### DATA UNDER STUDY

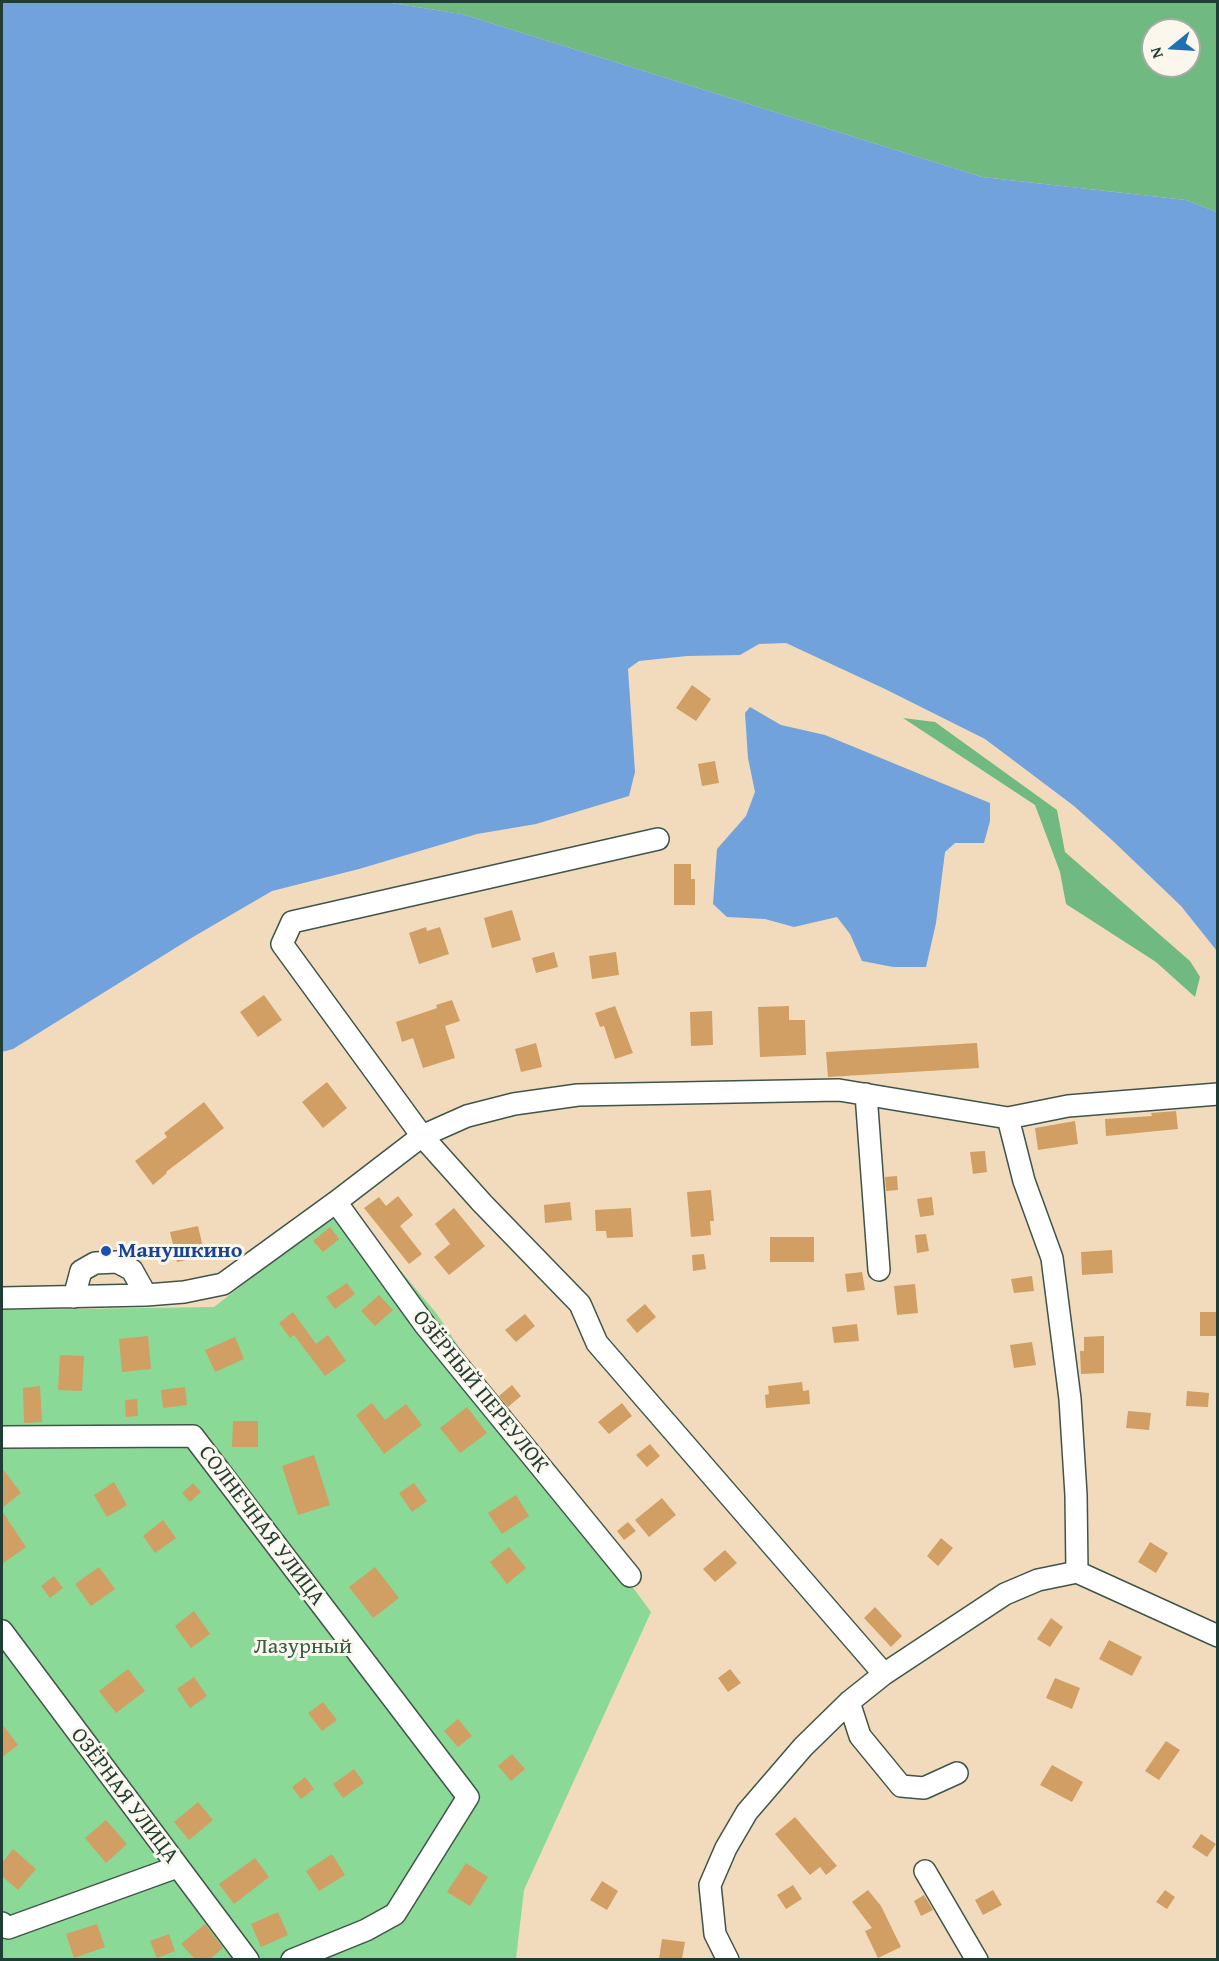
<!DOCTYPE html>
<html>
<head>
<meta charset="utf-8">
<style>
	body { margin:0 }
	#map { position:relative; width:1219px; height:1961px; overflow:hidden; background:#f2dbbc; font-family:"Gentium Book Plus",serif }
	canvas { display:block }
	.frame { position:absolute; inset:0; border:3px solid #1f3d34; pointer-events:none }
	.north { position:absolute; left:1141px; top:18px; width:60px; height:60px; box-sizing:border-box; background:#fbf7ec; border:2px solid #a3ada2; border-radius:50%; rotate:252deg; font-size:16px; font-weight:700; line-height:24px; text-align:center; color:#1f3d34 }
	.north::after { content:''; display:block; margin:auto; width:21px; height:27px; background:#1f6fb2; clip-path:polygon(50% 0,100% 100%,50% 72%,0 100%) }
</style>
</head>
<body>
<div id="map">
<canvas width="1219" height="1961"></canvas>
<div class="frame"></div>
<div class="north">N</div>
</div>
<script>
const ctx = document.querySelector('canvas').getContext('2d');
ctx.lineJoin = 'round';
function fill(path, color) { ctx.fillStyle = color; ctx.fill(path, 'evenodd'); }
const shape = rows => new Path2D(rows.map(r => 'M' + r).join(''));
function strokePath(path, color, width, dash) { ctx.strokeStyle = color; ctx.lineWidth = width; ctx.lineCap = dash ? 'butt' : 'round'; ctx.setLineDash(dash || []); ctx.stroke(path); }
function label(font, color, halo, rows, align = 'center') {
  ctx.font = font + ' "Gentium Book Plus",serif'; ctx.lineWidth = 6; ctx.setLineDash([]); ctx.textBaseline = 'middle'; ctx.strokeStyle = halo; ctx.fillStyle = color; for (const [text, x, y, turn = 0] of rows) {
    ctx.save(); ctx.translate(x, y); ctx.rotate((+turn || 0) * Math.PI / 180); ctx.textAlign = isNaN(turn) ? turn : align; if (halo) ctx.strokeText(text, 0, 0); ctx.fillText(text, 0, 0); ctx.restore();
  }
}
const green = shape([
	[345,1205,437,1314,484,1385,651,1612,524,1890,516,1959,2,1959,2,1310,214,1307]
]);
const forest = shape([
	[385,2,1217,2,1217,212,1186,200,982,177,462,14],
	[1153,30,1189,30,1189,66,1153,66],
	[903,718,935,722,1057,810,1065,852,1190,961,1200,977,1195,997,1156,962,1066,904,1060,872,1035,805]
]);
const water = shape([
	[2,2,385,2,462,14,982,177,1186,200,1217,212,1217,951,1181,906,1113,841,1074,806,985,739,885,689,786,643,759,644,740,655,687,656,639,661,628,669,635,772,629,796,536,824,477,834,359,869,272,891,193,937,13,1049,2,1052],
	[750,707,781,725,825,735,990,803,990,821,984,843,955,843,945,852,936,923,926,967,893,967,862,961,850,934,837,917,794,927,765,919,727,917,713,904,717,849,746,816,755,792,748,758,745,713]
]);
const building = shape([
	[692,685,711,699,696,721,676,708],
	[715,761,719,783,702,786,698,764],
	[674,864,691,864,691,879,695,879,695,905,674,905],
	[512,910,521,940,492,948,484,918],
	[426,927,427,931,440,927,449,954,419,964,409,933],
	[554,952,558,967,536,973,532,958],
	[616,952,619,975,592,979,589,956],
	[264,995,282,1020,258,1037,240,1012],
	[452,1000,460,1021,445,1026,455,1058,423,1068,413,1038,402,1042,396,1022,437,1008,436,1005],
	[615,1006,633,1053,615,1059,604,1026,600,1027,595,1013],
	[789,1006,789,1020,805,1020,806,1055,760,1057,758,1007],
	[712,1011,713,1045,691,1046,690,1012],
	[536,1043,542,1067,521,1072,515,1049],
	[977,1043,979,1068,828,1077,826,1052],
	[327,1082,347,1108,323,1128,302,1102],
	[204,1102,224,1128,166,1172,167,1173,153,1185,135,1161,167,1137,164,1133],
	[1176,1111,1178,1129,1106,1136,1105,1119,1152,1116,1151,1113],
	[1075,1121,1078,1144,1038,1150,1035,1128],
	[985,1151,987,1172,973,1174,970,1152],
	[897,1176,898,1190,886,1191,885,1177],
	[711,1190,714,1221,710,1221,711,1235,691,1237,687,1192],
	[398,1196,413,1215,400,1226,422,1254,409,1264,364,1208,379,1197,386,1206],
	[932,1197,934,1215,920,1217,917,1199],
	[570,1202,572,1220,545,1223,544,1205],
	[454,1208,485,1246,449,1275,434,1257,450,1244,435,1224],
	[631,1208,633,1237,607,1238,606,1231,596,1231,595,1210],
	[198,1226,205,1256,177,1262,170,1232],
	[330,1227,339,1239,323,1252,313,1241],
	[926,1234,929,1251,917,1253,915,1235],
	[770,1237,814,1237,814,1262,770,1262],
	[1112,1250,1113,1273,1082,1275,1081,1252],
	[704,1254,706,1269,693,1271,692,1255],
	[862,1272,865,1290,847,1292,845,1274],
	[1032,1276,1034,1291,1014,1293,1011,1279],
	[347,1283,355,1294,335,1309,326,1297],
	[915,1284,918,1313,897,1315,894,1286],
	[379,1295,393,1310,375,1326,361,1311],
	[645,1304,656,1317,637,1333,626,1320],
	[293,1312,316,1344,328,1335,346,1361,325,1376,294,1335,290,1338,279,1323],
	[1200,1312,1218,1312,1218,1336,1200,1336],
	[525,1314,535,1326,516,1342,505,1330],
	[857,1324,859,1341,834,1343,832,1327],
	[148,1336,151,1369,122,1372,119,1339],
	[1104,1336,1104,1373,1081,1374,1080,1351,1084,1351,1084,1337],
	[235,1337,244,1359,215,1372,205,1350],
	[1032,1342,1036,1365,1014,1368,1010,1345],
	[60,1355,84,1356,82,1391,58,1390],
	[802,1382,803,1391,809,1390,810,1404,766,1408,765,1395,769,1394,768,1386],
	[512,1385,521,1396,508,1407,499,1396],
	[40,1386,42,1422,24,1423,23,1388],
	[185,1387,187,1405,163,1408,161,1390],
	[1187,1391,1209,1393,1208,1407,1186,1406],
	[137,1399,138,1416,126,1417,125,1400],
	[372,1403,385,1420,406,1404,422,1425,384,1454,356,1415],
	[622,1403,632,1416,609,1434,598,1422],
	[467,1407,487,1433,460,1453,440,1428],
	[1128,1411,1151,1413,1149,1430,1126,1428],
	[233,1421,258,1421,258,1447,232,1447],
	[650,1444,660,1456,647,1467,636,1455],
	[314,1455,330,1505,298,1515,282,1466],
	[2,1468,21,1493,2,1508],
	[114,1482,127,1505,107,1517,94,1495],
	[193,1483,201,1492,190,1502,182,1493],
	[414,1483,427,1501,412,1512,399,1493],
	[516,1495,529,1516,502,1534,488,1513],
	[662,1498,676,1515,649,1537,635,1520],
	[2,1511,26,1547,2,1564],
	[163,1520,176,1538,155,1553,143,1536],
	[628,1522,636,1531,624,1540,617,1531],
	[941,1538,953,1548,938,1566,927,1556],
	[1150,1542,1168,1553,1156,1573,1138,1562],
	[509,1547,526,1568,507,1584,490,1562],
	[725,1550,737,1563,715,1582,703,1569],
	[99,1567,115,1589,91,1606,75,1584],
	[375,1567,399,1598,373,1618,349,1587],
	[54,1576,63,1588,50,1598,41,1586],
	[875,1607,902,1636,891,1647,864,1618],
	[194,1611,210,1634,191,1648,175,1626],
	[1051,1618,1063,1627,1050,1647,1037,1639],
	[1109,1640,1142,1657,1132,1676,1099,1659],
	[128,1669,145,1691,116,1713,99,1691],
	[730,1669,741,1683,728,1692,718,1678],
	[194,1677,207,1696,190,1708,177,1689],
	[1055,1678,1080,1688,1072,1709,1046,1698],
	[323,1702,337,1720,322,1731,308,1713],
	[458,1719,472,1736,458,1747,444,1731],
	[2,1724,18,1745,2,1757],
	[1166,1741,1180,1750,1159,1780,1145,1771],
	[512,1754,525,1769,511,1781,498,1766],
	[1052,1765,1083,1782,1072,1802,1040,1785],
	[354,1769,364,1783,343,1798,333,1784],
	[305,1777,314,1789,301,1799,292,1787],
	[198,1802,213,1820,189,1840,174,1822],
	[795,1817,837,1866,826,1875,820,1867,810,1875,775,1834],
	[106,1820,127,1844,106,1863,85,1838],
	[1201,1834,1216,1844,1207,1857,1192,1847],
	[13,1849,36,1869,18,1890,2,1876,2,1863],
	[332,1854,345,1875,319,1891,306,1871],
	[255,1858,269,1877,234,1904,219,1884],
	[466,1863,488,1877,470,1906,447,1892],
	[602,1881,618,1891,607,1910,590,1900],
	[793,1885,802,1899,786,1909,777,1895],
	[868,1890,881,1906,901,1947,878,1958,865,1931,872,1928,852,1902],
	[993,1890,1002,1905,983,1915,975,1900],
	[1165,1890,1175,1897,1167,1909,1156,1902],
	[924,1895,933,1910,921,1916,914,1901],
	[278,1912,288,1935,261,1947,251,1924],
	[97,1924,105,1947,74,1958,66,1934],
	[205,1924,223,1948,210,1959,195,1959,181,1944],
	[169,1934,175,1951,157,1958,150,1941],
	[662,1939,685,1942,682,1959,659,1959]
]);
const minor = shape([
	[658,839,292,922,282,944,422,1136,467,1116,514,1104,578,1095,839,1090,1008,1118,1068,1106,1218,1094],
	[866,1094,879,1270],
	[1008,1118,1024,1181,1052,1258,1070,1399,1076,1495,1077,1572],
	[336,1202,425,1325,630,1576],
	[74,1297,81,1271,95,1263,117,1262,132,1270,146,1295],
	[2,1298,146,1295,184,1292,223,1284,336,1202,422,1136,482,1203,580,1304,597,1343,884,1674],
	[2,1437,193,1436,468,1797,395,1914,366,1930,292,1960],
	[2,1631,248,1960],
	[849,1702,860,1736,901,1786,924,1788,957,1773],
	[925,1871,977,1960],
	[2,1923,8,1928,177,1867],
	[728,1960,715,1934,710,1885,726,1848,747,1812,803,1747,849,1702,884,1674,1005,1594,1038,1580,1077,1572,1218,1636]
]);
const markers = [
	[106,1251,6,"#1a4fb4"]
];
const transitNames = [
	["Манушкино",118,1251]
];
const streetNames = [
	["ОЗЁРНЫЙ ПЕРЕУЛОК",480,1392,51],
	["СОЛНЕЧНАЯ УЛИЦА",261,1526,53],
	["ОЗЁРНАЯ УЛИЦА",124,1796,53]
];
const parkNames = [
	["Лазурный",303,1647]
];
fill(green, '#8bd997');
fill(forest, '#70b980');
fill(water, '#71a2db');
fill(building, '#d19e63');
strokePath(minor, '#3f5548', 24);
strokePath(minor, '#fff', 21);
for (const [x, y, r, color] of markers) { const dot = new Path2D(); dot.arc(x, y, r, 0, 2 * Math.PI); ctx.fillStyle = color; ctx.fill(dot); strokePath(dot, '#fbf7ec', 2); }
label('bold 22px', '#164399', '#fbf7ec', transitNames, 'left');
label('22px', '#1f3d34', '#fbf7ec', streetNames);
label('22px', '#355c48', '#fbf7ec', parkNames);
</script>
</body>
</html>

### WHAT THE TASK REQUIRES
Look through the entries and return each line that has the word "canvas" in it.

### REPLY
	canvas { display:block }
<canvas width="1219" height="1961"></canvas>
const ctx = document.querySelector('canvas').getContext('2d');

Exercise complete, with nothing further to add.